**DATA TO PROCESS**
=-=-=

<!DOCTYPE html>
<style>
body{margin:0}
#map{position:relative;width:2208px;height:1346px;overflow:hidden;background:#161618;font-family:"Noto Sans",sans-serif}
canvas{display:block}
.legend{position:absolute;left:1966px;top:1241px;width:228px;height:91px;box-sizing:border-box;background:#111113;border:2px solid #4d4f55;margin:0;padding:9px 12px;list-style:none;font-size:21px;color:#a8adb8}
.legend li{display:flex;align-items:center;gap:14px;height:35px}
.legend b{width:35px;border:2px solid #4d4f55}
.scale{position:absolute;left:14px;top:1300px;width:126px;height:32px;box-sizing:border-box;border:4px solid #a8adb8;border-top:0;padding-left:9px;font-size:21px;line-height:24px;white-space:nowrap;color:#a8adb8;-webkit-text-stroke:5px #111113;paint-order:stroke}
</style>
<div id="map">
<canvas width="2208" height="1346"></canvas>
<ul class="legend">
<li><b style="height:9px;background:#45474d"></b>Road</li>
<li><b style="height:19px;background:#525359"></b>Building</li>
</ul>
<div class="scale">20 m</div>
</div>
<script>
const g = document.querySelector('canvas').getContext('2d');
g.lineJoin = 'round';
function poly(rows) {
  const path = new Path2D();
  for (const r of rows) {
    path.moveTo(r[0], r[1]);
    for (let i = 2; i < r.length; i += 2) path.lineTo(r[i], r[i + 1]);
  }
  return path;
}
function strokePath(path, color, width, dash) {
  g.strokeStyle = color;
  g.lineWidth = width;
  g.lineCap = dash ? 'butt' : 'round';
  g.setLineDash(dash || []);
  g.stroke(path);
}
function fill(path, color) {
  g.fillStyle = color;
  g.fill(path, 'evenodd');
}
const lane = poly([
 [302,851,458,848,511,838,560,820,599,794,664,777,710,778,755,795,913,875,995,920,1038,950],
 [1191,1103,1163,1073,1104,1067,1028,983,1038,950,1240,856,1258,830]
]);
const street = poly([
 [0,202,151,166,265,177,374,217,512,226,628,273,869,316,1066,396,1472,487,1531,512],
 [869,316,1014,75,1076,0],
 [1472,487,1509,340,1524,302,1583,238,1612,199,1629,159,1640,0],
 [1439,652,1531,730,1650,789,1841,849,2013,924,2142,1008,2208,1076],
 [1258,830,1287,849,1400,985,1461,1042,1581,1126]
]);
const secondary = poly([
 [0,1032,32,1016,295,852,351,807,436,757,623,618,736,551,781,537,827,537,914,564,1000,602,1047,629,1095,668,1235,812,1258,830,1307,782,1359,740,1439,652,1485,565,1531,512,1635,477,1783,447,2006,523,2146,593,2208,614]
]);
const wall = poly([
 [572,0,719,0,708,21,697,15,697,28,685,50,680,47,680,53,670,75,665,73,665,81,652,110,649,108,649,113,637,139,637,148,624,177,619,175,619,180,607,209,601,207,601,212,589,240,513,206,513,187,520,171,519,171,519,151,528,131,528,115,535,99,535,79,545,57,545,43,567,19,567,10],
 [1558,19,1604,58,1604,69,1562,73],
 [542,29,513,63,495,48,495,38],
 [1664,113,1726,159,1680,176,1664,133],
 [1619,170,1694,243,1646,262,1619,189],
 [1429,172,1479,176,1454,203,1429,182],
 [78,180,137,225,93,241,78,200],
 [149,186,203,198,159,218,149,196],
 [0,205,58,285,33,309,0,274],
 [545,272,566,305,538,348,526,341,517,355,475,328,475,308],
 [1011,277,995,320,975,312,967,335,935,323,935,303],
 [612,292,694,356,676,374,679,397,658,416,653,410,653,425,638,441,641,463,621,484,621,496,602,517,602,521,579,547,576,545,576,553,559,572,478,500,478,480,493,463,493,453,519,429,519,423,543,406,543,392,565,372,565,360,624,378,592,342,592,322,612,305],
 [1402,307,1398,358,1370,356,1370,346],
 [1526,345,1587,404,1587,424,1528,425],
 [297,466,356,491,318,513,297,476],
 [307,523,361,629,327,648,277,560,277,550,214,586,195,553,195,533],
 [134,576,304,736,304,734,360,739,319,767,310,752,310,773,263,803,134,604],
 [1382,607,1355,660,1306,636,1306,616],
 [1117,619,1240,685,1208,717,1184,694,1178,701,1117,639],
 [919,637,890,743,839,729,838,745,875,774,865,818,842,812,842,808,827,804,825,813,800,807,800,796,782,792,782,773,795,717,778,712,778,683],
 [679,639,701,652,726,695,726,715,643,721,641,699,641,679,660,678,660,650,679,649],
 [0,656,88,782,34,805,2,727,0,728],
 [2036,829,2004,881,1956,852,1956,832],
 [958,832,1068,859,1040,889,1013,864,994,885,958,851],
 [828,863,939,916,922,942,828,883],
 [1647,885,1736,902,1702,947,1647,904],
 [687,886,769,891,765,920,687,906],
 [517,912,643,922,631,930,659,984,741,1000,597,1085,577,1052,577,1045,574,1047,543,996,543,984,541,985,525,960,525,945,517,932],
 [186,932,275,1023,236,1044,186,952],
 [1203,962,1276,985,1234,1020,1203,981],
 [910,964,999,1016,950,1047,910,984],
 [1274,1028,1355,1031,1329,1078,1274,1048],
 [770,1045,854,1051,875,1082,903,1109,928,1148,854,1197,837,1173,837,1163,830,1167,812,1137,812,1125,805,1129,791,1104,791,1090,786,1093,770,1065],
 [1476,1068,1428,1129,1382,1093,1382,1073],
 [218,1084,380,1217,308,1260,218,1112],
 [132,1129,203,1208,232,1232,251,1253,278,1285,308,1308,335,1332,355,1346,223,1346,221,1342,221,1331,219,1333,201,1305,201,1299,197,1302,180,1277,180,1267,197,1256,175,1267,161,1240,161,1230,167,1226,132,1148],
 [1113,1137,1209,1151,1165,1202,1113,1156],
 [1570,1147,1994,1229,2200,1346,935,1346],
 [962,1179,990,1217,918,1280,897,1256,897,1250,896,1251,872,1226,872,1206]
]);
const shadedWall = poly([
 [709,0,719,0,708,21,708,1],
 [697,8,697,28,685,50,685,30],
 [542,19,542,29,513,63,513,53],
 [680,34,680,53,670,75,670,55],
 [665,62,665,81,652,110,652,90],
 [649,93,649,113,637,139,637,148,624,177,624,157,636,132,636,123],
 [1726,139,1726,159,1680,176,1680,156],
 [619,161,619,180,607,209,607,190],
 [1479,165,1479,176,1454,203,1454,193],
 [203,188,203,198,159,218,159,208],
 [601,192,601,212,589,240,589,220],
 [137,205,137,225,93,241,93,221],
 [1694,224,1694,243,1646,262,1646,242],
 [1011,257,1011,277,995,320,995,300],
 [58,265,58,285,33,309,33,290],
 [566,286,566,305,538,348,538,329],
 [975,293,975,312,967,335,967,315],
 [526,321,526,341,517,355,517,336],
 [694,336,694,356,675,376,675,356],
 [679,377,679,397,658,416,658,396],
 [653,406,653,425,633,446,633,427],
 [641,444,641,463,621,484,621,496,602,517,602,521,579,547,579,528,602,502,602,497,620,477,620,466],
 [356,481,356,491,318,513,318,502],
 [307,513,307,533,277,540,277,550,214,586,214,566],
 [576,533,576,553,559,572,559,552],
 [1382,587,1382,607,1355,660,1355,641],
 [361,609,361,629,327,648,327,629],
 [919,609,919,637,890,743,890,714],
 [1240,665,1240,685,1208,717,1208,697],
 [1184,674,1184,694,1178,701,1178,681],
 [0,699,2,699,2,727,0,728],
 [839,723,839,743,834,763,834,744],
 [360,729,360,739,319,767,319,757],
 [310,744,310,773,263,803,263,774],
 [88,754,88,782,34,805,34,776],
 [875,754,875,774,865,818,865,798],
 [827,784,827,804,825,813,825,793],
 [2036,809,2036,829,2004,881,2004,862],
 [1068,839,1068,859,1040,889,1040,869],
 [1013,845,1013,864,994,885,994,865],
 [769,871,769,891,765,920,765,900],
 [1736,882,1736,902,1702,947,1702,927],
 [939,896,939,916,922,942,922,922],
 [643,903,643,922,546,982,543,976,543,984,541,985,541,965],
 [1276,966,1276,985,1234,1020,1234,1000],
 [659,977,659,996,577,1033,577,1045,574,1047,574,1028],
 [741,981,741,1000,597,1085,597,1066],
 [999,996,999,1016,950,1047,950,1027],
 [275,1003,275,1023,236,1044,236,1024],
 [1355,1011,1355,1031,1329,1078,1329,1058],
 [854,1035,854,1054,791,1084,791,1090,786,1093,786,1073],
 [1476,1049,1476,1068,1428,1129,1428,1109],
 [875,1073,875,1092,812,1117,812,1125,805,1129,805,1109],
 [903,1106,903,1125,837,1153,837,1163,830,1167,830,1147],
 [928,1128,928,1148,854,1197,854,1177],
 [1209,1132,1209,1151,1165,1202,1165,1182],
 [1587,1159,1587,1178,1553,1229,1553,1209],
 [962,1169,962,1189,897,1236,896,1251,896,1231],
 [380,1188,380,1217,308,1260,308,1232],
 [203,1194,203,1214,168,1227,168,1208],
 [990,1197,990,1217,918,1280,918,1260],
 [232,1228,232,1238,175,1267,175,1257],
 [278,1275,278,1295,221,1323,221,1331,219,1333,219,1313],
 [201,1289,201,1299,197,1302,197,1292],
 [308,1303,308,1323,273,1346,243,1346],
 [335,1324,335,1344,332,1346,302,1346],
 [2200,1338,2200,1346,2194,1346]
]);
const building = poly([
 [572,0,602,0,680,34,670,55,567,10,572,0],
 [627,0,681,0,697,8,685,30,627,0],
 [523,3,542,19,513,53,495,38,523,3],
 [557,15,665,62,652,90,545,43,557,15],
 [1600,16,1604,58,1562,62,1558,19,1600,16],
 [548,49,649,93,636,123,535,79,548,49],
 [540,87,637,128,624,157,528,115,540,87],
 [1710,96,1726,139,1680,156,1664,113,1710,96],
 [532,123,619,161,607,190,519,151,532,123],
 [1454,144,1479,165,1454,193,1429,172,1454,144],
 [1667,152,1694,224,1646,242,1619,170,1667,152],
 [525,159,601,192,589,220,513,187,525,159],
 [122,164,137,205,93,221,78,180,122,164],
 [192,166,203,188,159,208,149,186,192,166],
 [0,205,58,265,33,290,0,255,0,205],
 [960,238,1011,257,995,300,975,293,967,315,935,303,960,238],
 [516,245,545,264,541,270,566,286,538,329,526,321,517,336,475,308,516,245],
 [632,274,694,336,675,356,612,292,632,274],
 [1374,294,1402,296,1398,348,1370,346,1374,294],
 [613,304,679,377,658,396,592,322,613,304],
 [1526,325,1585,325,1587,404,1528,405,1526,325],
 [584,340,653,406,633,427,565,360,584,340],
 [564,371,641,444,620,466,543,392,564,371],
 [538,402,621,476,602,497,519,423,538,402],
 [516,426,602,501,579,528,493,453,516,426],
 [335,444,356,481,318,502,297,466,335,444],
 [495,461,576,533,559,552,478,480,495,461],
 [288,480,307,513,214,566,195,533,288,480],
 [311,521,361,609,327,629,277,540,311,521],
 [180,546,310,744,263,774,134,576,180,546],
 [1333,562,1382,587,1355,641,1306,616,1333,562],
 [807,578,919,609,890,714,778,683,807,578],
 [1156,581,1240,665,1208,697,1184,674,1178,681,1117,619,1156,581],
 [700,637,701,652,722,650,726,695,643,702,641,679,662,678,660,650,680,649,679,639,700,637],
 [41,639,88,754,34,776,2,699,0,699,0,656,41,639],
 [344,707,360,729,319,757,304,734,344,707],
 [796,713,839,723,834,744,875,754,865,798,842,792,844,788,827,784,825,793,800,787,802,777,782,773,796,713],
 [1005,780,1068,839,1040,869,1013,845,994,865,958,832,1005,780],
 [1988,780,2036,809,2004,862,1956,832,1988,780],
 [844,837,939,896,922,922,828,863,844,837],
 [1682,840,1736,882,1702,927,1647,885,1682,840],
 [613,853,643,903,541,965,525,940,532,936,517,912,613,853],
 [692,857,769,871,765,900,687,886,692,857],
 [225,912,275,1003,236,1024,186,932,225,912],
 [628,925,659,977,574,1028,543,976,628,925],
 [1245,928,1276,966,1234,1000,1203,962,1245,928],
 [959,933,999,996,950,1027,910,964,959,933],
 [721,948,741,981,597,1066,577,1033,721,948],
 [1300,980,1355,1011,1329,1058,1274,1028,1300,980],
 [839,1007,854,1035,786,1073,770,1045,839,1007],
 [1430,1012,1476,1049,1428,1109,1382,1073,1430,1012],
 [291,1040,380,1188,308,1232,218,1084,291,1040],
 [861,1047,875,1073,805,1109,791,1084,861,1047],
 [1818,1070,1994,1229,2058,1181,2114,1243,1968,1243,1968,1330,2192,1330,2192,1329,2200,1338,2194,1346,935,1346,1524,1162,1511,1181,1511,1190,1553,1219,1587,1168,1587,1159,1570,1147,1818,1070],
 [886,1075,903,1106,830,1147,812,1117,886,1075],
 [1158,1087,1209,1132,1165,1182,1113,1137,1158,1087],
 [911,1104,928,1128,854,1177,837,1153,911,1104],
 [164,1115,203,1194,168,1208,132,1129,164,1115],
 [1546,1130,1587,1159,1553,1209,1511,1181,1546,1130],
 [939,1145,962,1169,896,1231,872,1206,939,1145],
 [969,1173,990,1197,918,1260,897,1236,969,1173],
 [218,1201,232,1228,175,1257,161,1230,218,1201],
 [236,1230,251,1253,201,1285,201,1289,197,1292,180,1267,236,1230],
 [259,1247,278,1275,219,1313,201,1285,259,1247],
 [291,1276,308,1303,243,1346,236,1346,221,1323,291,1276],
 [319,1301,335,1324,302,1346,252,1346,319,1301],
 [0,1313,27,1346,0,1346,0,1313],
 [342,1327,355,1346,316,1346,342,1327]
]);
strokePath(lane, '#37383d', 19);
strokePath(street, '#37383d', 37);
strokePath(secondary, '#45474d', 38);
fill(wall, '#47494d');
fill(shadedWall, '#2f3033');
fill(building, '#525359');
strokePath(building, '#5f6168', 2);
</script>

=-=-=

**TASK PROMPT**
Only lines holding the word "function" are wanted; list them all from the material.

**RESPONSE AREA**
function poly(rows) {
function strokePath(path, color, width, dash) {
function fill(path, color) {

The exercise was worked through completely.